Stored entries:

+-------+

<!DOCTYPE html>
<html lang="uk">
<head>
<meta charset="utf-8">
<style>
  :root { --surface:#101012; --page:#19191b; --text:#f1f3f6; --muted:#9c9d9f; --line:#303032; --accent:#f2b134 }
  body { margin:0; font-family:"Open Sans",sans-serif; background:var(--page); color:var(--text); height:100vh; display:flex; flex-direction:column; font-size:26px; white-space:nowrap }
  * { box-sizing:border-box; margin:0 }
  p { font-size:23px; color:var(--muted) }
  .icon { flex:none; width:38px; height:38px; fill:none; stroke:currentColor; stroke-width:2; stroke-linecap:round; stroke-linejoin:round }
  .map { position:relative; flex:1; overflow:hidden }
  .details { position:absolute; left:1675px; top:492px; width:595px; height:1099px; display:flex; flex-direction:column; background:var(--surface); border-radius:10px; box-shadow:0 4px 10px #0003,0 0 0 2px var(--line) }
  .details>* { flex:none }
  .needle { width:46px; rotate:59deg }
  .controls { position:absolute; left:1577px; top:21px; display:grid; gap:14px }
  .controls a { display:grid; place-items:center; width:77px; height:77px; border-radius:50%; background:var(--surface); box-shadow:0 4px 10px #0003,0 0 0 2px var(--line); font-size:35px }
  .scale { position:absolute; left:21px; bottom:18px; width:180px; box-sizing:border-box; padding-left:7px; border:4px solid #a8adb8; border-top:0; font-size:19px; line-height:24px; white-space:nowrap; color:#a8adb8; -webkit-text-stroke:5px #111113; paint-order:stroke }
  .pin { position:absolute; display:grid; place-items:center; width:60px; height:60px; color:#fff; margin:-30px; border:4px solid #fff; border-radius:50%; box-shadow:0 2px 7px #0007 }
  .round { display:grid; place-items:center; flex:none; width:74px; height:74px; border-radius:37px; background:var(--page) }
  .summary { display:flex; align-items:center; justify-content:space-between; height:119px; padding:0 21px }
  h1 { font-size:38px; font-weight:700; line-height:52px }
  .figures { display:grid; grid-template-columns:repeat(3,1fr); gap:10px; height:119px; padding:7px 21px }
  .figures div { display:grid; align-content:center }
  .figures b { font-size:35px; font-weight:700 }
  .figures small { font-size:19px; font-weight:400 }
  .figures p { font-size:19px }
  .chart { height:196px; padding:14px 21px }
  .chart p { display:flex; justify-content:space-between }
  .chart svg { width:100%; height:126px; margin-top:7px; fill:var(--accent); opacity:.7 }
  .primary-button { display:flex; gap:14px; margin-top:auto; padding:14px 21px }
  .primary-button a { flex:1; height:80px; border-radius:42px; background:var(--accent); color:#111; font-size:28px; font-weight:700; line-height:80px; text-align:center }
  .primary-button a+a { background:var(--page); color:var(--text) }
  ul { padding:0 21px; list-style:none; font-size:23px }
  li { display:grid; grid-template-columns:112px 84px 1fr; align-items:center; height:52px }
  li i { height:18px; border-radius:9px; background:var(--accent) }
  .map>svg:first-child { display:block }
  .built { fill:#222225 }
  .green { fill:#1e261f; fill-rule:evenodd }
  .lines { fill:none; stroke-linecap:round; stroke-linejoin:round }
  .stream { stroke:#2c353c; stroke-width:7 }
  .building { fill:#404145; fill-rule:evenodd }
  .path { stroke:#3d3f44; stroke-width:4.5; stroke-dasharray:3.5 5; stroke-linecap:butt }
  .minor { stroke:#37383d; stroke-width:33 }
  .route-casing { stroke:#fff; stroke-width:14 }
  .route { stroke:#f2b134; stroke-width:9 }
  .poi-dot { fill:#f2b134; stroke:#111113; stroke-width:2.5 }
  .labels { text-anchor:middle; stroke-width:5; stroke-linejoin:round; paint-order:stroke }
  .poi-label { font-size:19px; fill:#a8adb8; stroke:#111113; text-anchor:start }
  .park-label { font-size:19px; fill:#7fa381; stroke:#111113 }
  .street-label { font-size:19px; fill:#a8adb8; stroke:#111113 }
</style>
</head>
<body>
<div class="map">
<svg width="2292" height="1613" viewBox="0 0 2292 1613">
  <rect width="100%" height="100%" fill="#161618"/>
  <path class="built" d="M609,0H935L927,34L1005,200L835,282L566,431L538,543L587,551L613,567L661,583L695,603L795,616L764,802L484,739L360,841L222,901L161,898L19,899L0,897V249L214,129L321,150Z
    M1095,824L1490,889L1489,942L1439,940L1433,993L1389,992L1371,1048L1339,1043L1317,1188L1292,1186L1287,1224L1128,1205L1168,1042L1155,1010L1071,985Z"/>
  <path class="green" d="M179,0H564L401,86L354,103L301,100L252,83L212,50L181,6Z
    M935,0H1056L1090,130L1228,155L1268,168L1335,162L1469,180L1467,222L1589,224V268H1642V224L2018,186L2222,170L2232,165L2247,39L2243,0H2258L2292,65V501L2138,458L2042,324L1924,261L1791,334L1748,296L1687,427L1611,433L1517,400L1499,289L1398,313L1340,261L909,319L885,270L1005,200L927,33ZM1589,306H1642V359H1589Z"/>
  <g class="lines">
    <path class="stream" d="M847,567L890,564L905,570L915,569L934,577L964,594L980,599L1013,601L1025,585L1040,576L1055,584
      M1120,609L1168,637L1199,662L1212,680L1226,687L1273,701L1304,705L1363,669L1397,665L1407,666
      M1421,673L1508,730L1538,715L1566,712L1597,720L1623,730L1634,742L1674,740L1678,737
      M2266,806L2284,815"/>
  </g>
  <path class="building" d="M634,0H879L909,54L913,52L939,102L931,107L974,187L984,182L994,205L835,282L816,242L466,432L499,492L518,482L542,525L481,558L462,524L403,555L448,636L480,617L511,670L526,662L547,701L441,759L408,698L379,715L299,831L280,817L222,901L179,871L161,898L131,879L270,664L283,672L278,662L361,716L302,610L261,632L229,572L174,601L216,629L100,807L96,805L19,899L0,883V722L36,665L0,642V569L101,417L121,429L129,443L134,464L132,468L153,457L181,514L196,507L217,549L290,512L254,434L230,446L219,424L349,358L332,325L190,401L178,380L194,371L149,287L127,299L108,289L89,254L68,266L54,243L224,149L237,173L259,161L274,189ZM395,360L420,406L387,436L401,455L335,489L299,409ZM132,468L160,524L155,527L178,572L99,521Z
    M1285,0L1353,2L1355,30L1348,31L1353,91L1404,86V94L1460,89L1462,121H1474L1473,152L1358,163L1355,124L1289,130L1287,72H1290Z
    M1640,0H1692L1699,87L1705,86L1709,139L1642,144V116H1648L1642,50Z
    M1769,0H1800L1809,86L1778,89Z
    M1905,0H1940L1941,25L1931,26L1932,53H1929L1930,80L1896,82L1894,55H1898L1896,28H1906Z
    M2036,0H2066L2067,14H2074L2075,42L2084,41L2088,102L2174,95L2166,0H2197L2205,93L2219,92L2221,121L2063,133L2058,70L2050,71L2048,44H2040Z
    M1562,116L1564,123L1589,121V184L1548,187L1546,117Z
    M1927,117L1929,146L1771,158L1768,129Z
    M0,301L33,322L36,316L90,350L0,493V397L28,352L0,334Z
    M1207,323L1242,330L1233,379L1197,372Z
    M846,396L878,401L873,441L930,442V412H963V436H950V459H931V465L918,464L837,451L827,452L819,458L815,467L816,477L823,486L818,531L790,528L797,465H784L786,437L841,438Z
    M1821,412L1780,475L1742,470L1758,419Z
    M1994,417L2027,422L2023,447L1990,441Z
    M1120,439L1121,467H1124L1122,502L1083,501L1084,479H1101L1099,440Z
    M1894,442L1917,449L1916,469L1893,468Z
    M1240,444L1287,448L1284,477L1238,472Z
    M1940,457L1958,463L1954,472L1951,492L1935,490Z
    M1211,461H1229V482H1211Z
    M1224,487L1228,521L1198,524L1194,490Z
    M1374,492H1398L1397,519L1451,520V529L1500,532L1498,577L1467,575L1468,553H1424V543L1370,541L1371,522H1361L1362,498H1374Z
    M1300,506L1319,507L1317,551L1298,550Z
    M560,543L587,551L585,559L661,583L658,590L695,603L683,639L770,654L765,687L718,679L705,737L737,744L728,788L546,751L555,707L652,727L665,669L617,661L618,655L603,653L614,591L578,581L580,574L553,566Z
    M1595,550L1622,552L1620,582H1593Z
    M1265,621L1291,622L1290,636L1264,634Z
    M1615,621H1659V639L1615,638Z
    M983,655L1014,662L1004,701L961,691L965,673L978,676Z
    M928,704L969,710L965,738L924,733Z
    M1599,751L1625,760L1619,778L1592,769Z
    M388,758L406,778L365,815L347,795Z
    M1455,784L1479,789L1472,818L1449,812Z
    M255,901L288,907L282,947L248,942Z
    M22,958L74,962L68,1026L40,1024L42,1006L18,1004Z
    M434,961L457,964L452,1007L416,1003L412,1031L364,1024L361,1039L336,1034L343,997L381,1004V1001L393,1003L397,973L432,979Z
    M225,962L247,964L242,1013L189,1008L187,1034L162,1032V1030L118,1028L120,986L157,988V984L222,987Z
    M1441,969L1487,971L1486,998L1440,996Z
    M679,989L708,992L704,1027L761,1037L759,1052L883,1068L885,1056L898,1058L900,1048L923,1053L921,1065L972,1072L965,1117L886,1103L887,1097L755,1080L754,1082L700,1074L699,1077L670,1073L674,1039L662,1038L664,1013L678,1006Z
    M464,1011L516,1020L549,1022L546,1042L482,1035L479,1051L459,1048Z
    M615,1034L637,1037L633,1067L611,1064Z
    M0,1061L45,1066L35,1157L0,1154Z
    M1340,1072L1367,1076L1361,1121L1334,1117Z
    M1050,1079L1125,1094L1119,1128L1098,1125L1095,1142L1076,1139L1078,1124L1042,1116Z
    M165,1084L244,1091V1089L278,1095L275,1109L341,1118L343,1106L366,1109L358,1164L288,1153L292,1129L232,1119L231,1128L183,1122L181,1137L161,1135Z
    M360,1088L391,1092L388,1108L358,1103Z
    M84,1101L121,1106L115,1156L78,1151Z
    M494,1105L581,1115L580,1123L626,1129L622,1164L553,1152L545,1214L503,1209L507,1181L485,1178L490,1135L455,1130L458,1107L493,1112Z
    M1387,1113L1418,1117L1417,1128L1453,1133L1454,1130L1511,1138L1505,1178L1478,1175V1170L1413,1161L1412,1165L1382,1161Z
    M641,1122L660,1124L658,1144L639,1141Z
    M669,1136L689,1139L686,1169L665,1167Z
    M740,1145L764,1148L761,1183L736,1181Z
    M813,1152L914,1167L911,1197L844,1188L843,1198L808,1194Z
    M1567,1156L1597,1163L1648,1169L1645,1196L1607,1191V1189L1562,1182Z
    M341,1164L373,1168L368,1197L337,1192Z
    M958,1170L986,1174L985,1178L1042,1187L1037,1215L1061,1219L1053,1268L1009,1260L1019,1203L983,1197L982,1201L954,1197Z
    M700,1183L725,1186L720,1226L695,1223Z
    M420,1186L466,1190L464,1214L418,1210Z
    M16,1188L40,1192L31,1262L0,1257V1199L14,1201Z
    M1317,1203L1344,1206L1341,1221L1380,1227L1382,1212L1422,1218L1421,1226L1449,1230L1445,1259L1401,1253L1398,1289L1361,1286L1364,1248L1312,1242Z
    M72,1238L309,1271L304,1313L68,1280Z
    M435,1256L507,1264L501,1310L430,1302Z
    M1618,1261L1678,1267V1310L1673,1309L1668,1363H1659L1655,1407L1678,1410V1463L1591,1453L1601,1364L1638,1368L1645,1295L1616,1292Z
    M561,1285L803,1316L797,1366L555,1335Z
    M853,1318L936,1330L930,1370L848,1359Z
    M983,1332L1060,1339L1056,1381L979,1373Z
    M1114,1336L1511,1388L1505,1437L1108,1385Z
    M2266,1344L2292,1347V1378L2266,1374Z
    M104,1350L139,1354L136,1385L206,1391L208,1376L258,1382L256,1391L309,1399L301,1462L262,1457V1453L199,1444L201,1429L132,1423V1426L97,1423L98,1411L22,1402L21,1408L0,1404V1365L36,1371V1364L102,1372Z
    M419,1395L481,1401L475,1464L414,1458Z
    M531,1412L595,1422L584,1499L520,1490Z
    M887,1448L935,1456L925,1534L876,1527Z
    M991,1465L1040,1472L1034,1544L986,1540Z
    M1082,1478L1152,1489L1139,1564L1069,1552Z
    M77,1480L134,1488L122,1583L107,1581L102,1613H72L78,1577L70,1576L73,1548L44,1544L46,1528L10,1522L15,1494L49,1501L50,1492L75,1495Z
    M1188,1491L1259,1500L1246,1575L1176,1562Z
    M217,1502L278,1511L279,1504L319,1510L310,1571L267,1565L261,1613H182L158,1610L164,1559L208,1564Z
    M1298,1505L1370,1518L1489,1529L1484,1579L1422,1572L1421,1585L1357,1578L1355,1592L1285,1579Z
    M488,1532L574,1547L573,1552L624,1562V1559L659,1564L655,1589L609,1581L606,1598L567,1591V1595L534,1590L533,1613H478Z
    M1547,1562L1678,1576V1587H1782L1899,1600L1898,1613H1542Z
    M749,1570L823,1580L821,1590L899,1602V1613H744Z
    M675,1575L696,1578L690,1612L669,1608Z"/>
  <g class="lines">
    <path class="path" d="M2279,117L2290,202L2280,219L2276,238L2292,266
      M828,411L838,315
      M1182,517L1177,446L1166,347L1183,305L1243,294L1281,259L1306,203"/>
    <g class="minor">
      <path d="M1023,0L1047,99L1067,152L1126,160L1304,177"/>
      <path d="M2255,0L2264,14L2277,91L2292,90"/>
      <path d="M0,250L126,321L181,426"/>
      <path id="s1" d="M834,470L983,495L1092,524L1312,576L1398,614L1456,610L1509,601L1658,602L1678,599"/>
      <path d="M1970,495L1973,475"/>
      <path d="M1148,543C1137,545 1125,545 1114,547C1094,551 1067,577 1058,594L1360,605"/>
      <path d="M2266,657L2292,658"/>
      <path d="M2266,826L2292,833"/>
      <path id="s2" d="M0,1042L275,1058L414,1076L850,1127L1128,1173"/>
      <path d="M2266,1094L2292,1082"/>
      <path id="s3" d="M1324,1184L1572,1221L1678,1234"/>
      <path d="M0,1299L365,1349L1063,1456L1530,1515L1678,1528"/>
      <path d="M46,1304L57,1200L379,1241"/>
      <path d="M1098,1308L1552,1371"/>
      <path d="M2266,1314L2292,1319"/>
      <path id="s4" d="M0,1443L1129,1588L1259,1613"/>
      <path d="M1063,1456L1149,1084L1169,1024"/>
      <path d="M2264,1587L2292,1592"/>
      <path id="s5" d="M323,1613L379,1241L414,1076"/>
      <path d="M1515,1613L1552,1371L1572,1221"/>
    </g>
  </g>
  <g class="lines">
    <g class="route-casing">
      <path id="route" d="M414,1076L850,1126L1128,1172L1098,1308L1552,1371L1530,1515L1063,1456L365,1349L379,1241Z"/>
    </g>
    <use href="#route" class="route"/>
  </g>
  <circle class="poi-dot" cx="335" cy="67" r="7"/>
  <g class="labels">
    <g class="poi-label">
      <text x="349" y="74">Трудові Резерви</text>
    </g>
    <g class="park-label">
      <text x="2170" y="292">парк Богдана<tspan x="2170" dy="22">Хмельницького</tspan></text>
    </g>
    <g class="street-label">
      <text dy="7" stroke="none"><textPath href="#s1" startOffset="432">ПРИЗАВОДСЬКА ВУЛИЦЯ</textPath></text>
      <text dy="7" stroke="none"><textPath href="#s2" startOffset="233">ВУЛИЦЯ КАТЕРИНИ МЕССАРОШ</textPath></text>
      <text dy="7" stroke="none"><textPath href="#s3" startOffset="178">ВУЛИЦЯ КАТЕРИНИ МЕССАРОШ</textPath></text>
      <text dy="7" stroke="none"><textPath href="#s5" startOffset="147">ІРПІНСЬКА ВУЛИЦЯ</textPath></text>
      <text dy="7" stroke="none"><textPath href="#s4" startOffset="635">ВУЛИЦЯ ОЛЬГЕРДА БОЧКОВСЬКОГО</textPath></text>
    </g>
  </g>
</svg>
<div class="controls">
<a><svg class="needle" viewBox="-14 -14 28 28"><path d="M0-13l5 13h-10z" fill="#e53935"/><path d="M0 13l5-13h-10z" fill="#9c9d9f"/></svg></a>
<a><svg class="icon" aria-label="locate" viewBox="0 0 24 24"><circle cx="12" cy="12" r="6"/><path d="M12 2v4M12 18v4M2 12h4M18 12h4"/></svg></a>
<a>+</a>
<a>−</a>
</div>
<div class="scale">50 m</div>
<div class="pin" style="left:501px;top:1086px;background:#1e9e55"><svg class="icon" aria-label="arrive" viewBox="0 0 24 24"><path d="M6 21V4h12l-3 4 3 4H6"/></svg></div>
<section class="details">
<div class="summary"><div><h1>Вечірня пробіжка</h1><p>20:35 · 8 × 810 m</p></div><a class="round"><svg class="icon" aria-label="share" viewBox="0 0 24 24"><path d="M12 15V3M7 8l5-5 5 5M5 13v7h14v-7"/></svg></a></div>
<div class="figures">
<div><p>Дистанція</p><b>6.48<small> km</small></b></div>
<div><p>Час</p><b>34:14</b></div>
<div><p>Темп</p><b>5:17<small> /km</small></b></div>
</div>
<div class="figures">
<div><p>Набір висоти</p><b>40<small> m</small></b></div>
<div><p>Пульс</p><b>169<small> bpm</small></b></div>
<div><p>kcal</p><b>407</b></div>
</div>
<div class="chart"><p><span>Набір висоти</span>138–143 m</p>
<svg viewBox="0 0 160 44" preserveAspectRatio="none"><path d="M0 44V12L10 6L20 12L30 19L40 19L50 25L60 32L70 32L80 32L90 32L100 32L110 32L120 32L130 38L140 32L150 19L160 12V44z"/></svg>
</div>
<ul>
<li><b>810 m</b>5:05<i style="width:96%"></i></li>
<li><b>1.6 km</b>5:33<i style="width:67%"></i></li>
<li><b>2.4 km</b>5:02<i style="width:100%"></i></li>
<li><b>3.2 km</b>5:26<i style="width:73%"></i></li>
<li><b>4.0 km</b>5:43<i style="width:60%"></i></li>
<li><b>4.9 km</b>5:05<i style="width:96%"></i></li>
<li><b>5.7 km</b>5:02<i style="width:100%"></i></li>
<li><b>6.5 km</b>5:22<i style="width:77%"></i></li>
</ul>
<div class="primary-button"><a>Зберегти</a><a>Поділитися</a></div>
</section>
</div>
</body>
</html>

+-------+

The response must consist solely of the lines from the first line of the entries through the line containing "--surface:#101012; --page:#19191b; --text:#f1f3f6;", repeated exactly.

» **Solution for this exercise**
<!DOCTYPE html>
<html lang="uk">
<head>
<meta charset="utf-8">
<style>
  :root { --surface:#101012; --page:#19191b; --text:#f1f3f6; --muted:#9c9d9f; --line:#303032; --accent:#f2b134 }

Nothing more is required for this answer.